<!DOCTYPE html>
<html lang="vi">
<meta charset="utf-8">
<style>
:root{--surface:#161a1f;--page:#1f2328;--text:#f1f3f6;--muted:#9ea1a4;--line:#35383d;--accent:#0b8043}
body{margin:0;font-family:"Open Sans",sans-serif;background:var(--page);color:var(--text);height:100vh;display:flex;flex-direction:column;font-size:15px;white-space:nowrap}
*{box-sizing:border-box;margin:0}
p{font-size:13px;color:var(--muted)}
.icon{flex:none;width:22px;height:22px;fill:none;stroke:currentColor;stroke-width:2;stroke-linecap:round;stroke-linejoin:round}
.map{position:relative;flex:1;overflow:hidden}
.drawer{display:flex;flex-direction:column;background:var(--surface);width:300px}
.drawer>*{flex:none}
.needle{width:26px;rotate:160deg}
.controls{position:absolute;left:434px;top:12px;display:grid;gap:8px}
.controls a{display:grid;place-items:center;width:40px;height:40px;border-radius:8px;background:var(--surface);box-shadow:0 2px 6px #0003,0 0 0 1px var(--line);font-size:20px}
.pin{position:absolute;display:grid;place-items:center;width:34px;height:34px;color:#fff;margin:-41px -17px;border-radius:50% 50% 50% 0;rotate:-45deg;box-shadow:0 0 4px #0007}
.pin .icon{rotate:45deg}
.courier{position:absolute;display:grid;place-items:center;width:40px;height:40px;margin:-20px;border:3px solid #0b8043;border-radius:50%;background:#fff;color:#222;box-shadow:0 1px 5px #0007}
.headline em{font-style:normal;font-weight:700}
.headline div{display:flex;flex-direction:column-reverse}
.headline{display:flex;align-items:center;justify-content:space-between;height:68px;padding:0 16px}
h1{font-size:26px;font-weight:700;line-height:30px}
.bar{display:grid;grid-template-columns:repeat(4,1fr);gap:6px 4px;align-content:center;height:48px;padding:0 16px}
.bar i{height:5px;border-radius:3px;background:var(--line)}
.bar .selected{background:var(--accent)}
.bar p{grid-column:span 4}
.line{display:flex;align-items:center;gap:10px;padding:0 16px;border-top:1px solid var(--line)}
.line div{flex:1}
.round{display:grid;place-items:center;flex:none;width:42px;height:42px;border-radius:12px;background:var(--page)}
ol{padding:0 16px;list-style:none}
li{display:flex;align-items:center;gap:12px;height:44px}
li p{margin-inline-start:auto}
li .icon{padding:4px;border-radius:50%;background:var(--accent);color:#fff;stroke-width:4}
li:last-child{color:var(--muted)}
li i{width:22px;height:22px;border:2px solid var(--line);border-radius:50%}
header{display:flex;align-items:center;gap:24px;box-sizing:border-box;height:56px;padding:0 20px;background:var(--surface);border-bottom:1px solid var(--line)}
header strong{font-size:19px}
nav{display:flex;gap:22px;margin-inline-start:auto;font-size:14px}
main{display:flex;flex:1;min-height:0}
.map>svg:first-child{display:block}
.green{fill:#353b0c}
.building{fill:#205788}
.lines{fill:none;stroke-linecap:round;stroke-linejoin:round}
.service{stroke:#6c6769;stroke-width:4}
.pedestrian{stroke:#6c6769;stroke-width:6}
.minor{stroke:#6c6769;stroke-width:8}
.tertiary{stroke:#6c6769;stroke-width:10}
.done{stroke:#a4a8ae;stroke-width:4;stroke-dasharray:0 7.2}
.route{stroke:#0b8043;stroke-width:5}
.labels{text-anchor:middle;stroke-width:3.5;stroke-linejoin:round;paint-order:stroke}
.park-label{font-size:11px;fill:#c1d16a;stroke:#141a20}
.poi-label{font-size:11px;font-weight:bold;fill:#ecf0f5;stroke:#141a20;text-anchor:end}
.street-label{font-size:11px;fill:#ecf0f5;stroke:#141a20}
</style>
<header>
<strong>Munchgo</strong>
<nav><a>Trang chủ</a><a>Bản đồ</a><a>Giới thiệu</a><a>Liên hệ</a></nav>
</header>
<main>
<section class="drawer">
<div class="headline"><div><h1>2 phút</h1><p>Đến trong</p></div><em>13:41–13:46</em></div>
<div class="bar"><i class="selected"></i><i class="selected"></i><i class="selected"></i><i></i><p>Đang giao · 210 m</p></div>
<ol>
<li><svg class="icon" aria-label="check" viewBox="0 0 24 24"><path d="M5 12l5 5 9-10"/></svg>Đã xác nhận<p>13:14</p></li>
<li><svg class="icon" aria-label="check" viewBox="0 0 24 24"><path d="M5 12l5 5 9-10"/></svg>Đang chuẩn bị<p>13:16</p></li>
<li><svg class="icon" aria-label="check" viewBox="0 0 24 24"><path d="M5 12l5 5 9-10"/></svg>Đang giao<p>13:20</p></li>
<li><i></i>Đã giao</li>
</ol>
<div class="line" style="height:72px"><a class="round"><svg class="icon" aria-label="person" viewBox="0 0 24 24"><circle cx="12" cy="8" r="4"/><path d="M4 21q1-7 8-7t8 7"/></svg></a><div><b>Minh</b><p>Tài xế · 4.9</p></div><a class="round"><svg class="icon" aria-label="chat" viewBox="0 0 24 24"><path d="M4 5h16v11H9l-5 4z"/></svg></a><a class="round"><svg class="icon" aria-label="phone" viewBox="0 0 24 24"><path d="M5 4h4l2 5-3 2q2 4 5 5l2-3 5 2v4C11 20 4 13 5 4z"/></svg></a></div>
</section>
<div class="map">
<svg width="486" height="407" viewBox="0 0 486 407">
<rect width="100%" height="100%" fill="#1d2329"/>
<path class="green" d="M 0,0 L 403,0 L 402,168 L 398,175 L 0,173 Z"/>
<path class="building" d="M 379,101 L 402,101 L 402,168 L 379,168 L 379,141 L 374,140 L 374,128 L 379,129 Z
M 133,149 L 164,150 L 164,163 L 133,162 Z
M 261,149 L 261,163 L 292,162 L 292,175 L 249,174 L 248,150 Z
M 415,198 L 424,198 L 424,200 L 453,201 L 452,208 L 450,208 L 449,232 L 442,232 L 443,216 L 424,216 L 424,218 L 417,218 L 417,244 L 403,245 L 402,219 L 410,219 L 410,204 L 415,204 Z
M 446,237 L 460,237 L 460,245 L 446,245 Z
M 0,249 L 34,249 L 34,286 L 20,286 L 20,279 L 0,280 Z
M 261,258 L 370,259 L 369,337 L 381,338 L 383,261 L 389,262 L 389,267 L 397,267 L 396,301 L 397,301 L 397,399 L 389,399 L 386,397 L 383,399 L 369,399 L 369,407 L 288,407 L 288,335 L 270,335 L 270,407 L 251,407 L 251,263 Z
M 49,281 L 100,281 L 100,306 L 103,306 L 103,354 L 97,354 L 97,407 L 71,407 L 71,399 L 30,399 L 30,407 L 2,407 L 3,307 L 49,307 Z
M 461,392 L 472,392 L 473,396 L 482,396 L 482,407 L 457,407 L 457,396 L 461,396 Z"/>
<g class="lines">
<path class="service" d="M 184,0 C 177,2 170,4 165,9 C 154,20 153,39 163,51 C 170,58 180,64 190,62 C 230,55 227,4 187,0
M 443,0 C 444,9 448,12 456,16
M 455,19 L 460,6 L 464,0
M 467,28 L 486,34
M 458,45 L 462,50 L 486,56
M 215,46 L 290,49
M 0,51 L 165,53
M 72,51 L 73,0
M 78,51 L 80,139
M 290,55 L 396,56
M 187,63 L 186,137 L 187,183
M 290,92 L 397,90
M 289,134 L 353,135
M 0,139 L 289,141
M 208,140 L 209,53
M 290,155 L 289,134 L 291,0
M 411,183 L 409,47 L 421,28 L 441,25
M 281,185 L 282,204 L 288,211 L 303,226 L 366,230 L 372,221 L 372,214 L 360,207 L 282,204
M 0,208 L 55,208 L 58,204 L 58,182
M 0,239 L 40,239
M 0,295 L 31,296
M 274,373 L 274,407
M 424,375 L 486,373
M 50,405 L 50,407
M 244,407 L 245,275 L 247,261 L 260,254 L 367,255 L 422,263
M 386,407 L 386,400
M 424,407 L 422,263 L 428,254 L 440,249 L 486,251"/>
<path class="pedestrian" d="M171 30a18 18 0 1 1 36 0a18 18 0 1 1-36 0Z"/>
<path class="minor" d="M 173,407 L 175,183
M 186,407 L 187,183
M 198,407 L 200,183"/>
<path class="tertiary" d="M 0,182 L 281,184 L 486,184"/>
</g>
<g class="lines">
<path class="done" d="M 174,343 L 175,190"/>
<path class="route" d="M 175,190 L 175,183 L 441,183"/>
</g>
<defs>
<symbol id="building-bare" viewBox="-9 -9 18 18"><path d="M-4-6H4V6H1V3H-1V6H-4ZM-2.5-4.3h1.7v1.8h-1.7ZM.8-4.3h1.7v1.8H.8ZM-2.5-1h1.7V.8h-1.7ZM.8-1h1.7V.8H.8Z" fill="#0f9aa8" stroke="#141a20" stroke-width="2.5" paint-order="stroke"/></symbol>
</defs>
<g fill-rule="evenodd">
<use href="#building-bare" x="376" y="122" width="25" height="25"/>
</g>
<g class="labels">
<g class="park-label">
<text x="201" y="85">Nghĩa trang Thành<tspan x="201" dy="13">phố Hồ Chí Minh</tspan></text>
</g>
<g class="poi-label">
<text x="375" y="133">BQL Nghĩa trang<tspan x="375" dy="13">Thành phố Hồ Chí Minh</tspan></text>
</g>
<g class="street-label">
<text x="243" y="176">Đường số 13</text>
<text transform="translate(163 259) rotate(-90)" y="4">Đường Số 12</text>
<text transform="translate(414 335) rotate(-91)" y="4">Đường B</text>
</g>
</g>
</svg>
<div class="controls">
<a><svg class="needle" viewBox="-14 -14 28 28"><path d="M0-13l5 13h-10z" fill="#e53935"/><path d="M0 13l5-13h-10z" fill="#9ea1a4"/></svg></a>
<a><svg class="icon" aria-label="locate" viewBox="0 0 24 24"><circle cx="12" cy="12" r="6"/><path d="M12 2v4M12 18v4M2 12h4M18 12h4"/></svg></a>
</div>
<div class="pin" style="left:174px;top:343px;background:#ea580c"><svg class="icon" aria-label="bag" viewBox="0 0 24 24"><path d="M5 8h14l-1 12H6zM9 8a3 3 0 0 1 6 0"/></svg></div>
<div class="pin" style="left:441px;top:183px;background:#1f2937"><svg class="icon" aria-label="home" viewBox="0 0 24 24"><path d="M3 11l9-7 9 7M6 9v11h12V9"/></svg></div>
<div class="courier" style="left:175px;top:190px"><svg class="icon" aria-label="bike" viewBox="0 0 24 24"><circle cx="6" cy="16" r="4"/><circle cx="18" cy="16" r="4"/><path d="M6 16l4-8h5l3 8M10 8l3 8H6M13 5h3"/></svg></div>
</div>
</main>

# # #

▶ **EXERCISE BRIEF**:
Your answer should be every line above that contains the word "absolute".

▶ **RESPONSE TO THE TASK**:
.controls{position:absolute;left:434px;top:12px;display:grid;gap:8px}
.pin{position:absolute;display:grid;place-items:center;width:34px;height:34px;color:#fff;margin:-41px -17px;border-radius:50% 50% 50% 0;rotate:-45deg;box-shadow:0 0 4px #0007}
.courier{position:absolute;display:grid;place-items:center;width:40px;height:40px;margin:-20px;border:3px solid #0b8043;border-radius:50%;background:#fff;color:#222;box-shadow:0 1px 5px #0007}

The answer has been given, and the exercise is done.